→ **Work required**: Extract the lines from the first one in the records below through the line containing "1px #888376) drop-shadow(0", keeping both ends and leaving out any pictures.

→ **Supplied entries**:
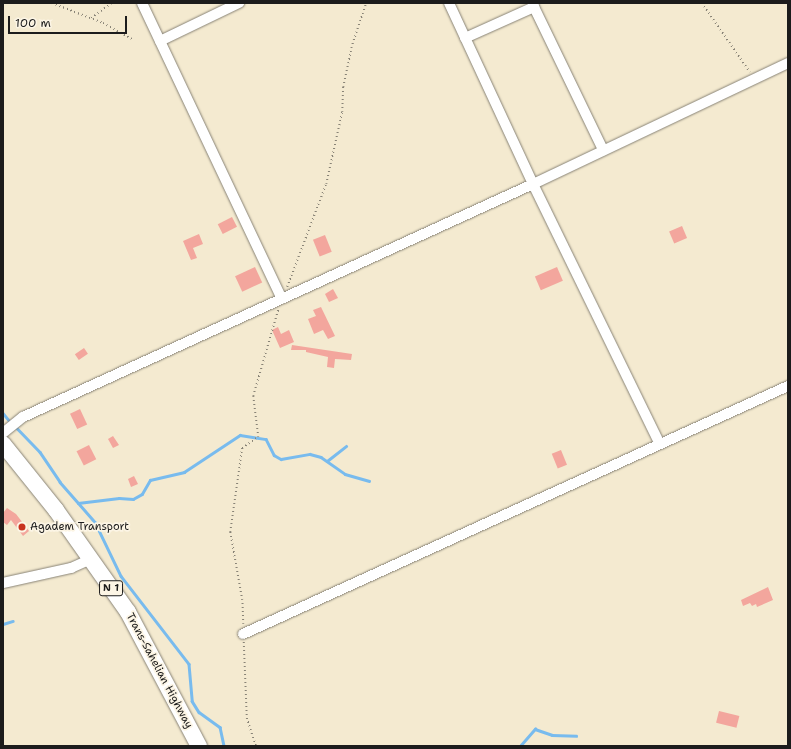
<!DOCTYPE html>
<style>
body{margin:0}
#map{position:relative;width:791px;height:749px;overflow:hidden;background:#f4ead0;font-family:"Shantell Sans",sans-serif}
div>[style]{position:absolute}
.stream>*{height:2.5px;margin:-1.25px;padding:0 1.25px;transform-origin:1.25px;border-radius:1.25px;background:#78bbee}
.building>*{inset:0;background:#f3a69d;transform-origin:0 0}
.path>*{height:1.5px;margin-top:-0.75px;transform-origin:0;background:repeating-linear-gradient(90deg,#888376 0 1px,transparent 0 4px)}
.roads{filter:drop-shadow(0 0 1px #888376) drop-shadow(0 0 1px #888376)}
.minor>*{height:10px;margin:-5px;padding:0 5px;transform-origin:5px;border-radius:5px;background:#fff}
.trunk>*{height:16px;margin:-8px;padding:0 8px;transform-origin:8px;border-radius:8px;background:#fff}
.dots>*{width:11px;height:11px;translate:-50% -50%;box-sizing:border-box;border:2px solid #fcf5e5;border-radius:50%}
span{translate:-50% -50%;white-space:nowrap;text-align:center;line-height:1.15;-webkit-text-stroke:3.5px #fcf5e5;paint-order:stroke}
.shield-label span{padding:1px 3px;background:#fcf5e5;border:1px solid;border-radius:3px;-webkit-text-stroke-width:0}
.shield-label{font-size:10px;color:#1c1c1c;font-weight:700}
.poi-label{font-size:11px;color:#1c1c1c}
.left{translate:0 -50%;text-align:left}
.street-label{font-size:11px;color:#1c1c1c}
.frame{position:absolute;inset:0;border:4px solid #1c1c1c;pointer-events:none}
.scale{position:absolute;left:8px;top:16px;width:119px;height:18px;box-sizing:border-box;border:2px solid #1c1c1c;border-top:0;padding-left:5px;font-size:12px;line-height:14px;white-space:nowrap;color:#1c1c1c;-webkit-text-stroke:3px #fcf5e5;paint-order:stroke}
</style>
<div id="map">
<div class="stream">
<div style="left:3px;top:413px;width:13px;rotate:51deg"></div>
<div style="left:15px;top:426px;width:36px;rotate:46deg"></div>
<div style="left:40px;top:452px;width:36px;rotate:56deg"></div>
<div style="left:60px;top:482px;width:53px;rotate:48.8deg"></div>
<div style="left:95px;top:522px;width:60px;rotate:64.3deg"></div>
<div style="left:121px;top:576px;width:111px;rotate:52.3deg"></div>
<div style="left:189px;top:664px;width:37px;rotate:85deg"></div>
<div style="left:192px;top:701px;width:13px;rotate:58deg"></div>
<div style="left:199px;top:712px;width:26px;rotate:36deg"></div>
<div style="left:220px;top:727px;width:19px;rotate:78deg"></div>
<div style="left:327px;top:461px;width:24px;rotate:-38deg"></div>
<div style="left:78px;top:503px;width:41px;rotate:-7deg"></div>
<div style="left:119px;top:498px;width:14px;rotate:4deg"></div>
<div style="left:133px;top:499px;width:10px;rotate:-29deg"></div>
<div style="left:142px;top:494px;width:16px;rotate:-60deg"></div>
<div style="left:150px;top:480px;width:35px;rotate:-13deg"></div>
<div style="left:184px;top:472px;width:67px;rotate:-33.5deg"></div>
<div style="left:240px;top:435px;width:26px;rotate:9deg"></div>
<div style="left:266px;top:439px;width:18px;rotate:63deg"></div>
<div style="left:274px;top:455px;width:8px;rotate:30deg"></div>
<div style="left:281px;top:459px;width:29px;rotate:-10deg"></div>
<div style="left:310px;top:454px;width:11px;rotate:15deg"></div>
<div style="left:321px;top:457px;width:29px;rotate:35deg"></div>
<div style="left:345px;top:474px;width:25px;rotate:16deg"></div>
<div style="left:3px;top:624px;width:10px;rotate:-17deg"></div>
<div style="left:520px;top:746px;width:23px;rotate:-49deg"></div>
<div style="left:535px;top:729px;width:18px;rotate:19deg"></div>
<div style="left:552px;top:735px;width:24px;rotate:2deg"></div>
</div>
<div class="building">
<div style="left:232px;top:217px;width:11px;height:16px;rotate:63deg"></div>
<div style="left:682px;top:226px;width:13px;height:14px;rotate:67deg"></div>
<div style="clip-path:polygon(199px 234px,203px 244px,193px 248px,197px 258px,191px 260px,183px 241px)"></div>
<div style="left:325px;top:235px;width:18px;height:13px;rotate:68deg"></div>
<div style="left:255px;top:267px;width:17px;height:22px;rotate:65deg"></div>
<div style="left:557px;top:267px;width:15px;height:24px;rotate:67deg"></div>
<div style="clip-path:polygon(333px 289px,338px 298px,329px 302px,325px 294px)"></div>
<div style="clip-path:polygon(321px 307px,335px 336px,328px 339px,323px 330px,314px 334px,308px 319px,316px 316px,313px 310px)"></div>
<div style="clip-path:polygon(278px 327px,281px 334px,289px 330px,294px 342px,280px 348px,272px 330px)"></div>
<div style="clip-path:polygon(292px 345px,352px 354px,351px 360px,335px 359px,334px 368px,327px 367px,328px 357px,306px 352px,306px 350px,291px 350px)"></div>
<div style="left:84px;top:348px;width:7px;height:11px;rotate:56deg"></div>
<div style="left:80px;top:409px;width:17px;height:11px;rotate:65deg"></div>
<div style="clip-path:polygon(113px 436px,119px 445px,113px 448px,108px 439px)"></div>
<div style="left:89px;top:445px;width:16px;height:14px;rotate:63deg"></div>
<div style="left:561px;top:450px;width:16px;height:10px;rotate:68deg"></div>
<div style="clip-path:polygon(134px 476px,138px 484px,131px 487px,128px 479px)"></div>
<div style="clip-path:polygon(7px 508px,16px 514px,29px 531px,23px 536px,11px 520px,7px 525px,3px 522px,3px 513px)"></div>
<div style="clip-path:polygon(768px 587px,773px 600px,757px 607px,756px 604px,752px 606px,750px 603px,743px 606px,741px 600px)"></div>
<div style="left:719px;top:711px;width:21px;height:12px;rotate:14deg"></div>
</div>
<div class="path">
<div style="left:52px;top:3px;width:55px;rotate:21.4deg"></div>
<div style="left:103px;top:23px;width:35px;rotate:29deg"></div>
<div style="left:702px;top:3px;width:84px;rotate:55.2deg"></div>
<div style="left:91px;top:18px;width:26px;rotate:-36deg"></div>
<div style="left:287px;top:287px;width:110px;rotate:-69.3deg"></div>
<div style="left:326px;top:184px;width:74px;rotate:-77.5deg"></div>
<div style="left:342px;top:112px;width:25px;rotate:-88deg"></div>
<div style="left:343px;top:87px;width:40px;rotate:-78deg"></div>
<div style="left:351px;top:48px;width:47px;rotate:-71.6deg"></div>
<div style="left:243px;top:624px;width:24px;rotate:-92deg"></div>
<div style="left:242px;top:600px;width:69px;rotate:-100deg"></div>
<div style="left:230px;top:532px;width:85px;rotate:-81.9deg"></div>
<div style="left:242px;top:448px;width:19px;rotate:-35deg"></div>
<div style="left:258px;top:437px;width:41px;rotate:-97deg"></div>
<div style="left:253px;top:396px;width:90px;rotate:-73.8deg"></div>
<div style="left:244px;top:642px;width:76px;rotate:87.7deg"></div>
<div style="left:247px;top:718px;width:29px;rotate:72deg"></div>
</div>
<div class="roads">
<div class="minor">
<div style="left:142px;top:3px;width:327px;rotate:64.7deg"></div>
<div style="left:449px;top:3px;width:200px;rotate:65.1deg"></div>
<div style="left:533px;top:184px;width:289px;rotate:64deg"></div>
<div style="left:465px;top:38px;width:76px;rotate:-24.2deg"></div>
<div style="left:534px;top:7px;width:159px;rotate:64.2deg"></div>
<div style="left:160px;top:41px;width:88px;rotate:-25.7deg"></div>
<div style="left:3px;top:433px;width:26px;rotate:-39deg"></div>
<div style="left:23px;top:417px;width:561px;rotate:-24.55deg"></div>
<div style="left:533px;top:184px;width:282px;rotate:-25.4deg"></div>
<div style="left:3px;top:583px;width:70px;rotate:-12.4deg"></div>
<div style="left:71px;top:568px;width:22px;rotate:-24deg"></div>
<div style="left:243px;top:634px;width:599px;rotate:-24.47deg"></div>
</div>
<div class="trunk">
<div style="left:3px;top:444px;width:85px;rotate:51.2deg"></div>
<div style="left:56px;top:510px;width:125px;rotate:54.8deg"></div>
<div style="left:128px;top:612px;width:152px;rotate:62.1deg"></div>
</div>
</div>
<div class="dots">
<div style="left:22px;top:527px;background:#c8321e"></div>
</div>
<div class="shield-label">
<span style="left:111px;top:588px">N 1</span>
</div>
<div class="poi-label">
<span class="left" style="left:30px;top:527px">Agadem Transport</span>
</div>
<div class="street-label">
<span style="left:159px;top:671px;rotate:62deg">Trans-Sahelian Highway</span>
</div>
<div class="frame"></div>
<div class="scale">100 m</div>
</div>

→ **Result of this exercise**:
<!DOCTYPE html>
<style>
body{margin:0}
#map{position:relative;width:791px;height:749px;overflow:hidden;background:#f4ead0;font-family:"Shantell Sans",sans-serif}
div>[style]{position:absolute}
.stream>*{height:2.5px;margin:-1.25px;padding:0 1.25px;transform-origin:1.25px;border-radius:1.25px;background:#78bbee}
.building>*{inset:0;background:#f3a69d;transform-origin:0 0}
.path>*{height:1.5px;margin-top:-0.75px;transform-origin:0;background:repeating-linear-gradient(90deg,#888376 0 1px,transparent 0 4px)}
.roads{filter:drop-shadow(0 0 1px #888376) drop-shadow(0 0 1px #888376)}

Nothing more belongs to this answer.